Referring to the "modulation spectrum" often involves taking the Fourier transform of the modulators of a signal. As in the previous version of the modulation spectrogram GUI, other transforms are offered as well. When you go to the Transform menu, you will see three options:
- Fourier - takes the discrete Fourier transform (DFT) of each modulator (default).
- Wavelet (Daubechies 4) - takes the discrete wavelet transform (DWT) of each modulator, resulting in a time-scale decomposition. The DWT coefficients for each modulator are arrayed from left to right, starting with large-scale coefficients. Vertical lines indicate the boundaries between each dyadic scale in the decomposition. "Daubechies 4" refers to the mother wavelet used in the decomposition, which in this case is the 4-point minimum-phase Daubechies kernel.
- Wavelet (Least Asymmetric 8) - takes the DWT using the 8-point least-asymmetric Daubechies kernel, where least asymmetric means that the kernel is close to a linear-phase filter.
After selecting the Daubechies 4 wavelet transform, the modulation spectrogram will appear as in Figure 7.
Figure 7. Modulation spectrum using the Daubechies-4 wavelet transform.
Looking at the main interface, you can easily design masks in frequency to attenuate, amplify, or zero-out select parts of the modulation spectrogram. Simply click and drag within the joint-frequency axes to make a selection, and then choose an option from the menu on the right. In designing a masking function, click "Symmetrize" at any time to reflect left-right symmetry in the mask. Having completed your mask design, click "Apply." To listen to the resulting signal, click "Play Masked." For instructional purposes, the following screenshot shows an arbitrary masking function, with three zeroed-out portions and a fourth selection that has not yet been modified, as applied to the coherent modulation spectra found via spectral COG.
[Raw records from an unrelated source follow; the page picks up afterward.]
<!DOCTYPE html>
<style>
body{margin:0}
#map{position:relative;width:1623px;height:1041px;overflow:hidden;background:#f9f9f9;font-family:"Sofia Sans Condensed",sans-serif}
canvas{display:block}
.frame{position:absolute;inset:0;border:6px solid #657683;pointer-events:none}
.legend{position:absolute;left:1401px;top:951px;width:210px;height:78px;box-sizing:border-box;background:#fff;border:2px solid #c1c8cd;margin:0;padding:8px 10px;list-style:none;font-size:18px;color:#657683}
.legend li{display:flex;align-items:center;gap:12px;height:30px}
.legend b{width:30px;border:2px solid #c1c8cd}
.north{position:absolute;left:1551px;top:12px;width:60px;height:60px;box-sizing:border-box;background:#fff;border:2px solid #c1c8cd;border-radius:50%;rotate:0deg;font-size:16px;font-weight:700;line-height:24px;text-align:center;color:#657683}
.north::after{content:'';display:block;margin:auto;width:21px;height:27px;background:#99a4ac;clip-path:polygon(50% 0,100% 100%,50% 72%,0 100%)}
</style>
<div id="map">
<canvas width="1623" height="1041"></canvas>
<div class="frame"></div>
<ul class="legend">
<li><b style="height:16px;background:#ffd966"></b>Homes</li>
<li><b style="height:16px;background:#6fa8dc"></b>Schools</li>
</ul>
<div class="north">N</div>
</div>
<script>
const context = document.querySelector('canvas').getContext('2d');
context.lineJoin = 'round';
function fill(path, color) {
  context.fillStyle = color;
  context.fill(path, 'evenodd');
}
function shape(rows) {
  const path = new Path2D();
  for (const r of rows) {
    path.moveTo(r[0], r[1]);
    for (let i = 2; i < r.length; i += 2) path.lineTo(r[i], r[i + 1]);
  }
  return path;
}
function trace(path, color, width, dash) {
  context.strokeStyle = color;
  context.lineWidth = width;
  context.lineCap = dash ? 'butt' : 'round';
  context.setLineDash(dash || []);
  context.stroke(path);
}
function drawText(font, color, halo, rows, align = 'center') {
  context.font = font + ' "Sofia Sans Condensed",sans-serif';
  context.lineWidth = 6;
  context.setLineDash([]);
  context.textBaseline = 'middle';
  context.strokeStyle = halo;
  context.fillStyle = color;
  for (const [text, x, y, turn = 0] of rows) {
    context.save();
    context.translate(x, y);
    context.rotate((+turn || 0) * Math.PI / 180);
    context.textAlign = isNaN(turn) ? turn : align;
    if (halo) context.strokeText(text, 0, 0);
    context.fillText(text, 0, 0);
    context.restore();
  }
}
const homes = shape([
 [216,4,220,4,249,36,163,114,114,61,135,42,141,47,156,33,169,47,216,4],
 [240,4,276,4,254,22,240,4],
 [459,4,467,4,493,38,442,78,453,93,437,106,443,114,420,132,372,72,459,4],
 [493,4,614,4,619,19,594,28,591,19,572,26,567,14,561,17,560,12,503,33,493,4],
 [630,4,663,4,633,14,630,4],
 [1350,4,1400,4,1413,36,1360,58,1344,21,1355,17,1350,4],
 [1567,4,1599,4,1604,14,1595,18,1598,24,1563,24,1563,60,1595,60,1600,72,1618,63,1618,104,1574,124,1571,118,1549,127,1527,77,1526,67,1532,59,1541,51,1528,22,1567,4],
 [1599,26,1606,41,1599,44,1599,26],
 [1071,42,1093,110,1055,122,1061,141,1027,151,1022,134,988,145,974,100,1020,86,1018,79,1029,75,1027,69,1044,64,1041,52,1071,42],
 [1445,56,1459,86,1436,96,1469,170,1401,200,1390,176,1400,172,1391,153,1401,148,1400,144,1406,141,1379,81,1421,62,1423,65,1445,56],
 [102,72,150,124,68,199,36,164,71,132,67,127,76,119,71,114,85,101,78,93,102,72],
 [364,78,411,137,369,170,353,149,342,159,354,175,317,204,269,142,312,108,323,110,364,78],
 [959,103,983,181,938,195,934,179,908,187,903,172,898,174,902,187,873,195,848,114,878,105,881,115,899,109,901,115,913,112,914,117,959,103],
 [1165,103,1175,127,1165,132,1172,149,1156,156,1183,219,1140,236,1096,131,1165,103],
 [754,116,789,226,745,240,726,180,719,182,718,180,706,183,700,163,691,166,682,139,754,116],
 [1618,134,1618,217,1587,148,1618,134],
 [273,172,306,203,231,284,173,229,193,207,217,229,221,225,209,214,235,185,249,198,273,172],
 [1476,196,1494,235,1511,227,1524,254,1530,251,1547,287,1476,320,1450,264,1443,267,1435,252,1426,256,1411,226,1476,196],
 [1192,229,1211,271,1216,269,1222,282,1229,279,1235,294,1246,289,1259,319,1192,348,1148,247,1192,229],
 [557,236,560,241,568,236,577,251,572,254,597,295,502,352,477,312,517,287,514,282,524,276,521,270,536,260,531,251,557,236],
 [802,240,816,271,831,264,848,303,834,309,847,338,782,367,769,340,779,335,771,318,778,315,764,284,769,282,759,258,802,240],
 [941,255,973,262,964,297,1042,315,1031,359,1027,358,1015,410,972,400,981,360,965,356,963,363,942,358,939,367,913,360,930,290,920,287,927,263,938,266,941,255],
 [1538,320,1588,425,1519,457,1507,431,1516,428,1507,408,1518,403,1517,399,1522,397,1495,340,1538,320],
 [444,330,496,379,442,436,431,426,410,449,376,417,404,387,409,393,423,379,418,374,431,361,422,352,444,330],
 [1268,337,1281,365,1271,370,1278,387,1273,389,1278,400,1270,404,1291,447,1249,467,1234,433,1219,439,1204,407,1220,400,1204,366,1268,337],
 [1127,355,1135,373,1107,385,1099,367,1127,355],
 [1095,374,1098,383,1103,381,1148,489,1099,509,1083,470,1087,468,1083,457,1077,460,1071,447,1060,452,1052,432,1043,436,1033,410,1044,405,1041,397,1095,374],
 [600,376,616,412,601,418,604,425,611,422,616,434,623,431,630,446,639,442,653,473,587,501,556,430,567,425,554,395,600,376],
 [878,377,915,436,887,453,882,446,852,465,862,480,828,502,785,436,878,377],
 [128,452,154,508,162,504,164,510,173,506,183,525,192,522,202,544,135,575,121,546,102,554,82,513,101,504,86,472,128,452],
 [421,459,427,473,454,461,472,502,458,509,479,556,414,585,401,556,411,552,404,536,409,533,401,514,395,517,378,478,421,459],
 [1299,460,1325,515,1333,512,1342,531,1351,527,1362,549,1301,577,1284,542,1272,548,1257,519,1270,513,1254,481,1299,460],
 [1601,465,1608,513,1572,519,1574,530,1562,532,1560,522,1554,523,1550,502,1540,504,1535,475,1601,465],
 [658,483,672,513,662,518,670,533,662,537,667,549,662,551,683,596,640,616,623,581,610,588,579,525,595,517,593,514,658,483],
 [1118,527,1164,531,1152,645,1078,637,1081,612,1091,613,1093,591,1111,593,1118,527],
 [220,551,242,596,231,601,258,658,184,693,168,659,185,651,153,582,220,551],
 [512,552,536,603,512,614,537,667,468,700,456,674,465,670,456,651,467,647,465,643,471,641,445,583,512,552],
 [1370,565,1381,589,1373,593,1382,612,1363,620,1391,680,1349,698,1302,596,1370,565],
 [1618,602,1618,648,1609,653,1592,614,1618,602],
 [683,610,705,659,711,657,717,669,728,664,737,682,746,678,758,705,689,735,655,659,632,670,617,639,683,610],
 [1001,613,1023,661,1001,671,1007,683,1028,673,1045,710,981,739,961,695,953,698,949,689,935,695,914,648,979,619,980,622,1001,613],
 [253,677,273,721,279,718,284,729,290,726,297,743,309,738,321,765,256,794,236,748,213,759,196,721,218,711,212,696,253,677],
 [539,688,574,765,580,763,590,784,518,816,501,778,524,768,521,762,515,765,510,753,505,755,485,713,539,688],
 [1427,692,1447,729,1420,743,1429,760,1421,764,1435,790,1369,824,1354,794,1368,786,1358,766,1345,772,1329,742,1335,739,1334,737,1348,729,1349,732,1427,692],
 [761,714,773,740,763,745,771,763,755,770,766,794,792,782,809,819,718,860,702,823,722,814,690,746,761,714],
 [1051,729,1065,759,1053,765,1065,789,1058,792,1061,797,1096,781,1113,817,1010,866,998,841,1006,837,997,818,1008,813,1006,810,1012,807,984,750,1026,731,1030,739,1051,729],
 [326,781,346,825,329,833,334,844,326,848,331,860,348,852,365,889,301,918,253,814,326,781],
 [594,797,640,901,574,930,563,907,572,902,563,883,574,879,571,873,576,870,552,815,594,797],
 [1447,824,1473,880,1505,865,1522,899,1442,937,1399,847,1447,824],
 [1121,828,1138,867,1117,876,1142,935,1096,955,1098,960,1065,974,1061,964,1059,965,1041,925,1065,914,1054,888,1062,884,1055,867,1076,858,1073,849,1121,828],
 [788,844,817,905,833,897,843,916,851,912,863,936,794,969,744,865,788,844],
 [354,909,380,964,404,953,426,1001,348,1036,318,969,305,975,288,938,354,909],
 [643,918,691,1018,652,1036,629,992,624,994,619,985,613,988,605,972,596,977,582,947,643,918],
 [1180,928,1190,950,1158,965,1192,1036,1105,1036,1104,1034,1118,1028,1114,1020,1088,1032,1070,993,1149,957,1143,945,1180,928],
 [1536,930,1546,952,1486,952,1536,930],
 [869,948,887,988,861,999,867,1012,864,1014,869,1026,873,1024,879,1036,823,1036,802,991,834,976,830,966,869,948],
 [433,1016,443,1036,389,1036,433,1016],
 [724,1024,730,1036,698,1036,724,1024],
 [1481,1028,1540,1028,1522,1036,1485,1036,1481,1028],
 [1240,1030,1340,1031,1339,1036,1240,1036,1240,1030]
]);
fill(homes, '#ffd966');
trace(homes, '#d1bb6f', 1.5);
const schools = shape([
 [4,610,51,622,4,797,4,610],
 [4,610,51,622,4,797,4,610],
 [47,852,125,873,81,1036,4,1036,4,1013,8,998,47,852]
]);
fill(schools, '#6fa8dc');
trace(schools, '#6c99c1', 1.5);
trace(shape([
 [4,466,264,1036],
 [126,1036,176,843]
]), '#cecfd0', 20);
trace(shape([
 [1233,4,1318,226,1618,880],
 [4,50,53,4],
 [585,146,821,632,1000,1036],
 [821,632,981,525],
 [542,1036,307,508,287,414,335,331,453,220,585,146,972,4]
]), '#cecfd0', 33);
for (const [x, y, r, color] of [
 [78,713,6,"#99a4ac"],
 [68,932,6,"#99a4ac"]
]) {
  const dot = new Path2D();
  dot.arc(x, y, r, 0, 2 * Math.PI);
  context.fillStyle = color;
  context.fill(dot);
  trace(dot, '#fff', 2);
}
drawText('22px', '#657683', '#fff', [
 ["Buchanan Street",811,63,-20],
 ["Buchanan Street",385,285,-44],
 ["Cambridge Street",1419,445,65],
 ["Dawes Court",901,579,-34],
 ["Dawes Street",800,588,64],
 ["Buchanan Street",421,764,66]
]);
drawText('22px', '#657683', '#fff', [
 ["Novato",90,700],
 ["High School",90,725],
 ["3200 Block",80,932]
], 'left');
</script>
Figure 8. Modulation spectra with filtering mask applied.
Or, we can construct a simple, 10 Hz lowpass modulation filter by applying the mask seen in Figure 9.
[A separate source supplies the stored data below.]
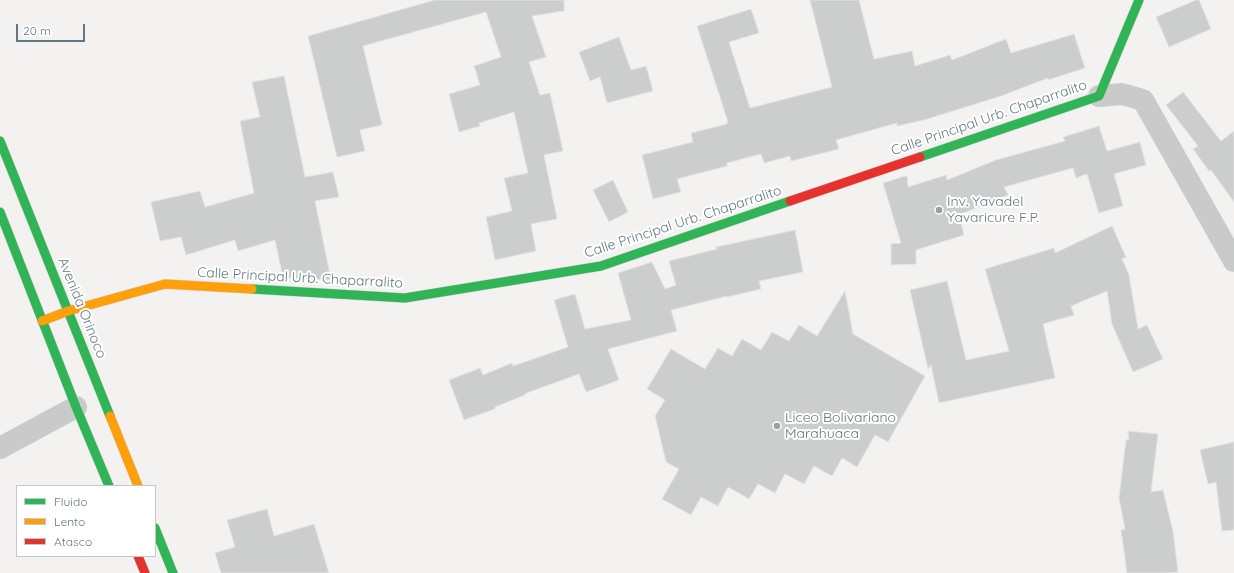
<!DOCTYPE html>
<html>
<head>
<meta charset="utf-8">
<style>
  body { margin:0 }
  #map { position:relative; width:1234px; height:573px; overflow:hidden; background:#f3f2f0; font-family:Quicksand,sans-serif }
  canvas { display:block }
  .legend { position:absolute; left:16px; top:485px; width:140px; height:72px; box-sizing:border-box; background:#fff; border:1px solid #c0c9cd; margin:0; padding:5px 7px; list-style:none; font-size:12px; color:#617882 }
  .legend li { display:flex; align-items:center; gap:8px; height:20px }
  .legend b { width:20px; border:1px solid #c0c9cd }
  .scale { position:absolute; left:16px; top:24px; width:69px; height:18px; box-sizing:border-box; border:2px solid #617882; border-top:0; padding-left:5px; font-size:12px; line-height:14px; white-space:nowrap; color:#617882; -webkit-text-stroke:3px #fff; paint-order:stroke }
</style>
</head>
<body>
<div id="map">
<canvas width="1234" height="573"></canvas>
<ul class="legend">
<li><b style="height:5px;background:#30b455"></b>Fluido</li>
<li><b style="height:5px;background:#ff9f0a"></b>Lento</li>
<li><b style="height:5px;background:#e5322d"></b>Atasco</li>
</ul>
<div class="scale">20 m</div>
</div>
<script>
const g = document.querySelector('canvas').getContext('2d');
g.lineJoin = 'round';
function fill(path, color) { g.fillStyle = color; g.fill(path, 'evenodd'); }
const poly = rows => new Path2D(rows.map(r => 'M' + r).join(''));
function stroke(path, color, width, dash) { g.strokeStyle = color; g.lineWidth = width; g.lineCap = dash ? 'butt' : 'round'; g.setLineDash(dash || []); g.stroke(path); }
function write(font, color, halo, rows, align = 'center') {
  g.font = font + ' Quicksand,sans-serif'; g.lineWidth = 4; g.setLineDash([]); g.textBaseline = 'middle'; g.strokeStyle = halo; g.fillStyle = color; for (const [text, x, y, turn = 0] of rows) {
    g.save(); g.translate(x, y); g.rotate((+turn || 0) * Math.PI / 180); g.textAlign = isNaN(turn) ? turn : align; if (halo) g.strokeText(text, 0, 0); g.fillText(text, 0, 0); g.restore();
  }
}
const building = poly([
  [435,0,564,0,564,11,532,16,546,57,529,62,540,95,550,93,563,151,544,155,557,219,531,224,536,251,495,260,486,217,512,211,504,178,528,173,514,112,479,123,480,126,459,132,449,94,480,85,474,66,501,57,486,12,363,46,382,125,360,130,365,151,337,157,308,36,435,0],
  [810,0,859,0,874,59,912,51,915,66,950,55,952,60,1006,39,1011,53,1074,34,1085,68,1048,80,1048,78,1001,96,924,120,897,126,897,123,836,140,839,149,791,161,790,156,764,163,761,154,727,163,727,166,677,179,681,192,653,199,642,155,693,142,691,133,727,124,727,122,728,122,697,26,751,9,759,33,729,42,750,108,832,87,810,0],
  [1196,0,1199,0,1211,29,1169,47,1156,17,1196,0],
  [619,37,631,70,646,66,653,91,607,103,600,77,590,81,579,52,619,37],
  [284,76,305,177,333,172,339,197,315,201,331,280,283,278,275,240,238,251,235,240,186,255,181,237,160,241,151,202,200,191,205,207,254,193,240,121,260,117,252,82,284,76],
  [1183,92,1221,141,1234,131,1234,202,1211,170,1209,171,1193,149,1198,146,1166,105,1183,92],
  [1099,126,1107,151,1140,142,1146,165,1114,174,1123,206,1099,213,1087,174,1076,178,1073,168,1004,187,1008,195,959,215,964,235,916,250,916,264,891,265,891,244,901,243,883,183,902,177,907,176,908,187,946,175,947,180,996,160,1065,141,1063,137,1099,126],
  [613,180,628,212,609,222,593,190,613,180],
  [1112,226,1126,257,1122,259,1129,275,1138,329,1147,325,1163,359,1133,372,1112,324,1107,291,1071,306,1074,315,1043,324,1055,378,939,403,931,365,928,369,910,290,947,281,966,360,1009,351,985,269,1054,248,1055,253,1112,226],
  [795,230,803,272,759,281,761,289,727,297,727,296,671,310,677,331,608,349,619,380,586,392,579,374,524,394,525,395,495,407,495,409,464,420,449,380,480,368,483,375,512,363,513,366,568,347,554,300,575,294,585,329,631,320,618,273,652,262,665,289,676,285,669,261,717,249,716,247,795,230],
  [845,291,853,334,925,376,888,442,875,435,857,467,842,458,832,476,814,466,804,484,785,474,775,493,758,484,749,499,728,487,718,506,701,497,691,515,662,499,679,469,666,462,655,416,665,400,647,389,671,349,705,369,718,348,732,356,742,339,761,350,772,332,789,341,799,325,817,336,845,291],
  [1128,431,1158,434,1151,492,1163,490,1173,531,1178,572,1165,573,1127,573,1121,530,1125,529,1119,498,1126,440,1129,439,1128,431],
  [1234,442,1234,530,1222,531,1216,482,1208,484,1200,450,1234,442],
  [267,509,274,536,314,524,329,573,221,573,215,553,235,547,227,520,267,509]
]);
fill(building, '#cccece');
stroke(building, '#e2e2e0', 1);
const fast = poly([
  [0,141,110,416],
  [920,157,1099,96,1139,0],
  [0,212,76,407,109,486],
  [252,289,405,298,601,266,790,201],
  [155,528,173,573]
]);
const slow = poly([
  [42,321,68,311,165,284,252,289],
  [110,416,138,486]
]);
const jam = poly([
  [790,201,920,157],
  [138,556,145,573]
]);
stroke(fast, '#cfd0d0', 10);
stroke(slow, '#cfd0d0', 10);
stroke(jam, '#cfd0d0', 10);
stroke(poly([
  [1099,96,1122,94,1143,100,1234,261],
  [0,448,76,407]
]), '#c9cbcb', 22);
stroke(fast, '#30b455', 9);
stroke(slow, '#ff9f0a', 9);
stroke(jam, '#e5322d', 9);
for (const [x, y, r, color] of [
  [939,210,4,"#94a3a8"],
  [777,426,4,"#94a3a8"]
]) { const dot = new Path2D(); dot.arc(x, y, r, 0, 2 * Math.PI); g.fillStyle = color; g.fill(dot); stroke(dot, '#fff', 1.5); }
write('14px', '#617882', '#fff', [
  ["Calle Principal Urb. Chaparralito",989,118,-19],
  ["Calle Principal Urb. Chaparralito",683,222,-18],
  ["Calle Principal Urb. Chaparralito",300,278,3],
  ["Avenida Orinoco",82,308,68]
]);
write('14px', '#617882', '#fff', [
  ["Inv. Yavadel",947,202],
  ["Yavaricure F.P.",947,218],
  ["Liceo Bolivariano",785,418],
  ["Marahuaca",785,434]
], 'left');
</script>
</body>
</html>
Figure 9. A 10-Hz lowpass filter applied to the modulation spectra.
For example, we can recreate the results from application1_musicSeparation.m, in which a lowpass modulation filter of 12 Hz isolates the saxophone in a jazz recording using pitch-synchronous demodulation. To verify, load the signal "saturn1.wav" from the \sounds folder. Set the demodulation settings to "pitch synchronous" with min F0 = 179 Hz, max F0 = 550 Hz, and harmonic range = 6050 Hz (these are the settings used in application1_musicSeparation.m). Also, set the data frame size to 1 second, so that the resulting modulation spectrum appears as in Figure 10.
Figure 10. Pitch-synchronous modulation spectrogram of the saxophone/drums mix.
Then, applying a +/- 12 Hz lowpass filter in modulation frequency yields the modified spectrum seen in Figure 11. Click the "Play Masked" button to hear the result, which should not contain any of the drumming from the original signal.
Figure 11. The same modulation spectrum as in Figure 10, with a lowpass mask applied to zero out modulation frequencies beyond +/-12 Hz.